Assignment: Return the records in full, with every character preserved.

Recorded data
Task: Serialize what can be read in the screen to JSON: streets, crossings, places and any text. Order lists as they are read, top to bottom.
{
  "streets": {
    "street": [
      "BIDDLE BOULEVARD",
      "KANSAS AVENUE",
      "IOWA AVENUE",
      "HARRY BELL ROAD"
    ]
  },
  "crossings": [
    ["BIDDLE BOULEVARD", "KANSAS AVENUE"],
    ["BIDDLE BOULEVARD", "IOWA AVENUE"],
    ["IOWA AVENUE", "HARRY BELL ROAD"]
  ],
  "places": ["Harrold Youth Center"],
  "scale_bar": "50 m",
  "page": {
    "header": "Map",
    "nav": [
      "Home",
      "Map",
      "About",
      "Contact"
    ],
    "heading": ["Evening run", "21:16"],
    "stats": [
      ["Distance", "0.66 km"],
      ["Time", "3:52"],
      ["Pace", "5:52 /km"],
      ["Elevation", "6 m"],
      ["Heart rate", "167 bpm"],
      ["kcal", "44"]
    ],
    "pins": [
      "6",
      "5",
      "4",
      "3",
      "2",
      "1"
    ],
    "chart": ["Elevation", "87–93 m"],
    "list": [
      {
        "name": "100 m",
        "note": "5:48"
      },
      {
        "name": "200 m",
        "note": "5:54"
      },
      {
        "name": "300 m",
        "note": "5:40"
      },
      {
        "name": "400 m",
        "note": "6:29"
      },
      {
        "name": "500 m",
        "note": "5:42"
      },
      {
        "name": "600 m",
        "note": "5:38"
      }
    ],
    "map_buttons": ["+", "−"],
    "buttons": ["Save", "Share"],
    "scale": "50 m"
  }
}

Task response:
Task: Serialize what can be read in the screen to JSON: streets, crossings, places and any text. Order lists as they are read, top to bottom.
{
  "streets": {
    "street": [
      "BIDDLE BOULEVARD",
      "KANSAS AVENUE",
      "IOWA AVENUE",
      "HARRY BELL ROAD"
    ]
  },
  "crossings": [
    ["BIDDLE BOULEVARD", "KANSAS AVENUE"],
    ["BIDDLE BOULEVARD", "IOWA AVENUE"],
    ["IOWA AVENUE", "HARRY BELL ROAD"]
  ],
  "places": ["Harrold Youth Center"],
  "scale_bar": "50 m",
  "page": {
    "header": "Map",
    "nav": [
      "Home",
      "Map",
      "About",
      "Contact"
    ],
    "heading": ["Evening run", "21:16"],
    "stats": [
      ["Distance", "0.66 km"],
      ["Time", "3:52"],
      ["Pace", "5:52 /km"],
      ["Elevation", "6 m"],
      ["Heart rate", "167 bpm"],
      ["kcal", "44"]
    ],
    "pins": [
      "6",
      "5",
      "4",
      "3",
      "2",
      "1"
    ],
    "chart": ["Elevation", "87–93 m"],
    "list": [
      {
        "name": "100 m",
        "note": "5:48"
      },
      {
        "name": "200 m",
        "note": "5:54"
      },
      {
        "name": "300 m",
        "note": "5:40"
      },
      {
        "name": "400 m",
        "note": "6:29"
      },
      {
        "name": "500 m",
        "note": "5:42"
      },
      {
        "name": "600 m",
        "note": "5:38"
      }
    ],
    "map_buttons": ["+", "−"],
    "buttons": ["Save", "Share"],
    "scale": "50 m"
  }
}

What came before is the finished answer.